Job
Livre de Job
chapitre 30
- 1Et maintenant!… je suis la risée de plus jeunes que moi,
De ceux dont je dédaignais de mettre les pères
Parmi les chiens de mon troupeau.
- 2Mais à quoi me servirait la force de leurs mains?
Ils sont incapables d’atteindre la vieillesse.
- 3Desséchés par la misère et la faim,
Ils fuient dans les lieux arides,
Depuis longtemps abandonnés et déserts;
- 4Ils arrachent près des arbrisseaux les herbes sauvages,
Et ils n’ont pour pain que la racine des genêts.
- 5On les chasse du milieu des hommes,
On crie après eux comme après des voleurs.
- 6Ils habitent dans d’affreuses vallées,
Dans les cavernes de la terre et dans les rochers;
- 7Ils hurlent parmi les buissons,
Ils se rassemblent sous les ronces.
- 8Etres vils et méprisés,
On les repousse du pays.
- 9Et maintenant, je suis l’objet de leurs chansons,
Je suis en butte à leurs propos.
- 10Ils ont horreur de moi, ils se détournent,
Ils me crachent au visage.
- 11Ils n’ont plus de retenue et ils m’humilient,
Ils rejettent tout frein devant moi.
- 12Ces misérables se lèvent à ma droite et me poussent les pieds,
Ils se fraient contre moi des sentiers pour ma ruine;
- 13Ils détruisent mon propre sentier et travaillent à ma perte,
Eux à qui personne ne viendrait en aide;
- 14Ils arrivent comme par une large brèche,
Ils se précipitent sous les craquements.
- 15Les terreurs m’assiègent;
Ma gloire est emportée comme par le vent,
Mon bonheur a passé comme un nuage.
- 16Et maintenant, mon âme s’épanche en mon sein,
Les jours de la souffrance m’ont saisi.
- 17La nuit me perce et m’arrache les os,
La douleur qui me ronge ne se donne aucun repos,
- 18Par la violence du mal mon vêtement perd sa forme,
Il se colle à mon corps comme ma tunique.

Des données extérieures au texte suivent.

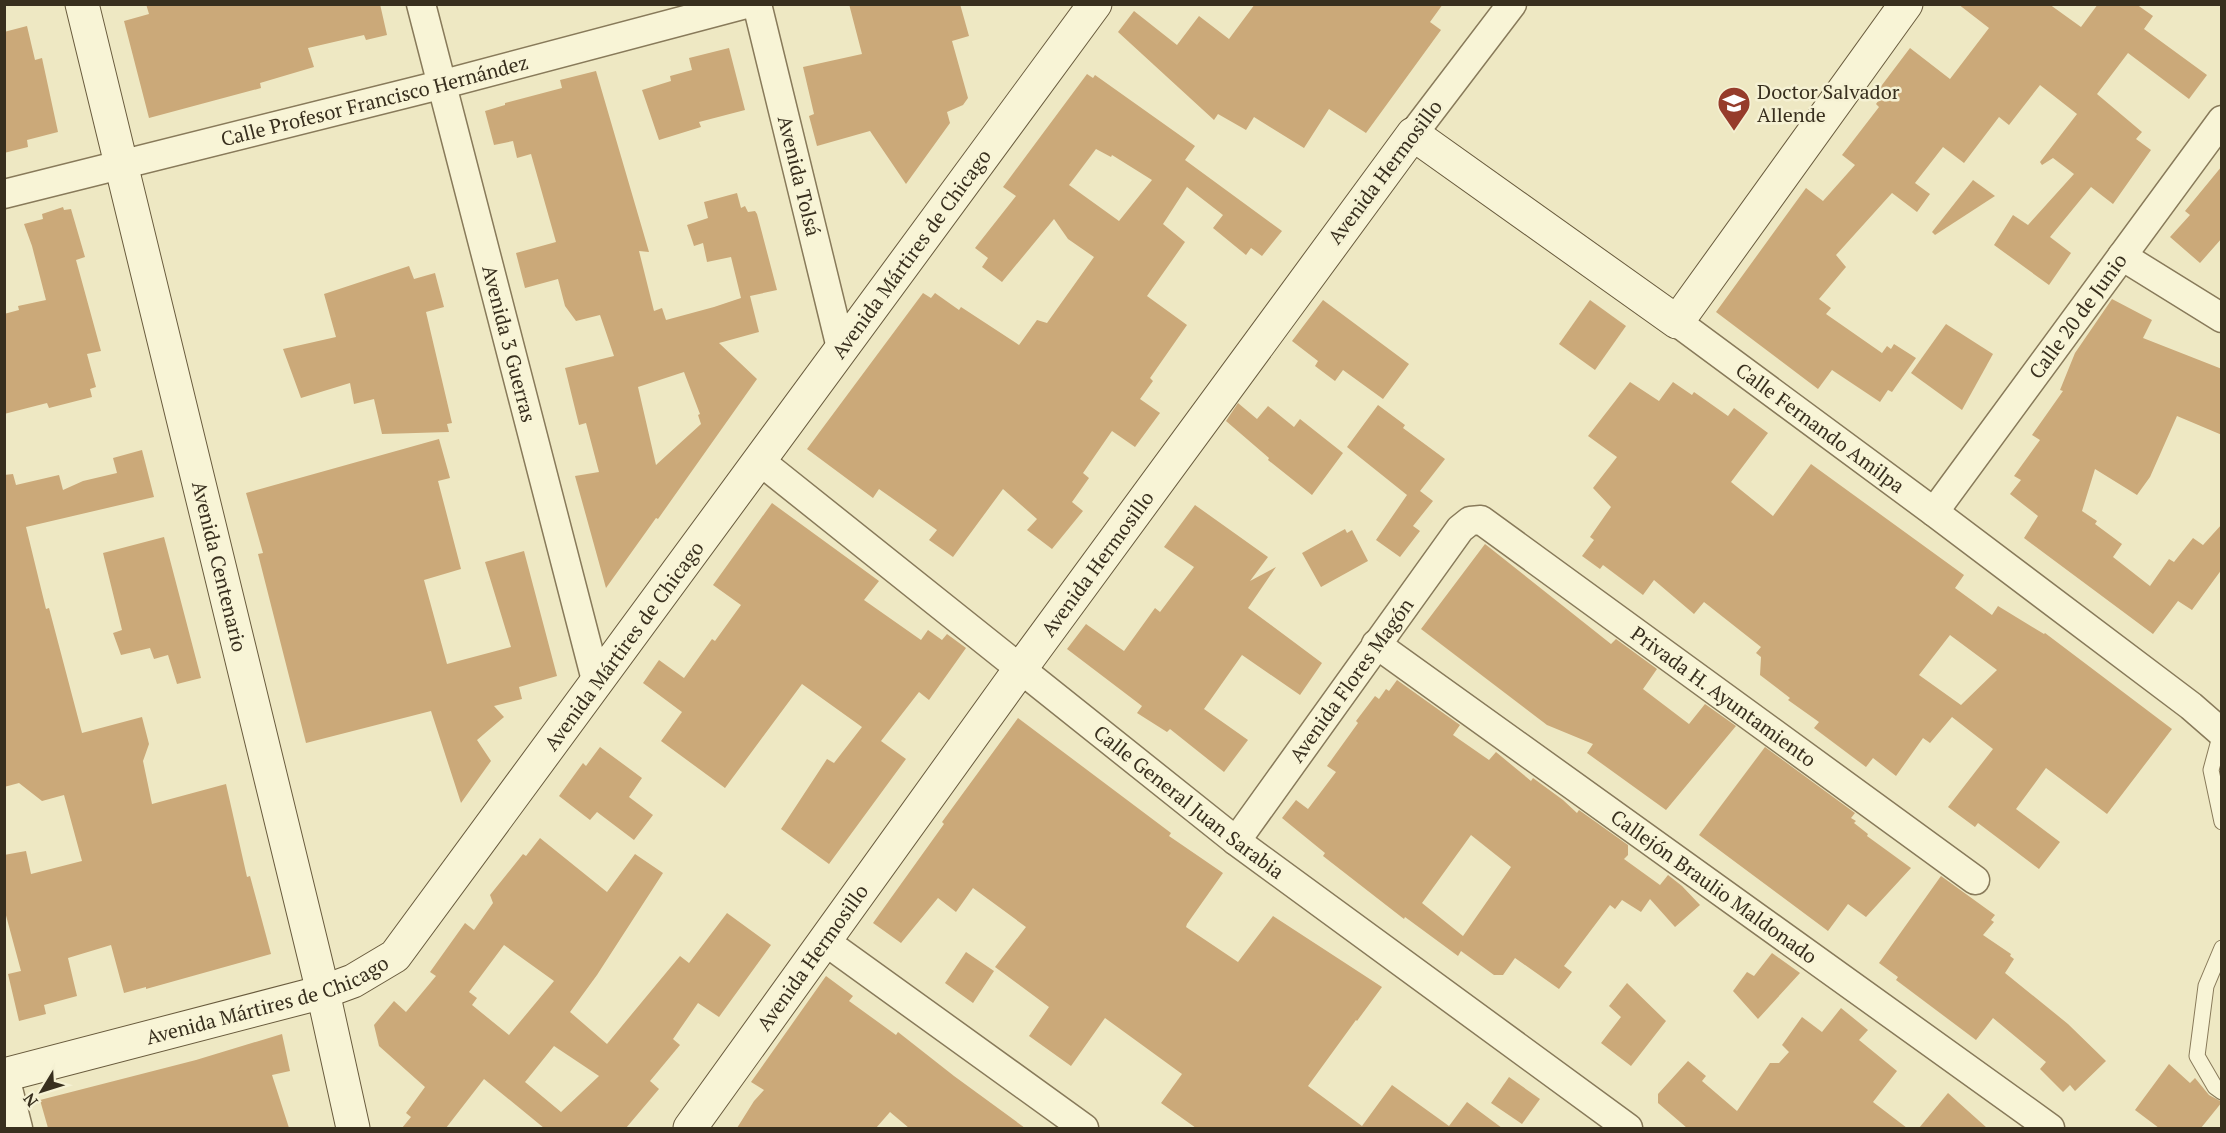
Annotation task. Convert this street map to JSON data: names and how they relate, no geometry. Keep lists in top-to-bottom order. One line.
{"streets":{"street":["Calle Profesor Francisco Hernández","Avenida Hermosillo","Avenida Tolsá","Avenida Mártires de Chicago","Calle 20 de Junio","Avenida 3 Guerras","Calle Fernando Amilpa","Avenida Centenario","Avenida Flores Magón","Privada H. Ayuntamiento","Calle General Juan Sarabia","Callejón Braulio Maldonado"]},"crossings":[["Calle Profesor Francisco Hernández","Avenida 3 Guerras"],["Calle Profesor Francisco Hernández","Avenida Centenario"],["Avenida Hermosillo","Calle Fernando Amilpa"],["Avenida Hermosillo","Calle General Juan Sarabia"],["Avenida Tolsá","Avenida Mártires de Chicago"],["Avenida Mártires de Chicago","Avenida 3 Guerras"],["Avenida Mártires de Chicago","Avenida Centenario"],["Avenida Mártires de Chicago","Calle General Juan Sarabia"],["Calle 20 de Junio","Calle Fernando Amilpa"],["Avenida Flores Magón","Privada H. Ayuntamiento"],["Avenida Flores Magón","Calle General Juan Sarabia"],["Avenida Flores Magón","Callejón Braulio Maldonado"]],"places":{"school or university":["Doctor Salvador Allende"]},"north":"bottom left"}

- 19Dieu m’a jeté dans la boue,
Et je ressemble à la poussière et à la cendre.
- 20Je crie vers toi, et tu ne me réponds pas;
Je me tiens debout, et tu me lances ton regard.
- 21Tu deviens cruel contre moi,
Tu me combats avec la force de ta main.
- 22Tu me soulèves, tu me fais voler au-dessus du vent,
Et tu m’anéantis au bruit de la tempête.
- 23Car, je le sais, tu me mènes à la mort,
au rendez-vous de tous les vivants.
- 24Mais celui qui va périr n’étend-il pas les mains?
Celui qui est dans le malheur n’implore-t-il pas du secours?
- 25N’avais-je pas des larmes pour l’infortuné?
Mon cœur n’avait-il pas pitié de l’indigent?
- 26J’attendais le bonheur, et le malheur est arrivé;
J’espérais la lumière, et les ténèbres sont venues.
- 27Mes entrailles bouillonnent sans relâche,
Les jours de la calamité m’ont surpris.
- 28Je marche noirci, mais non par le soleil;
Je me lève en pleine assemblée, et je crie.
- 29Je suis devenu le frère des chacals,
Le compagnon des autruches.
- 30Ma peau noircit et tombe,
Mes os brûlent et se dessèchent.
- 31Ma harpe n’est plus qu’un instrument de deuil,
Et mon chalumeau ne peut rendre que des sons plaintifs.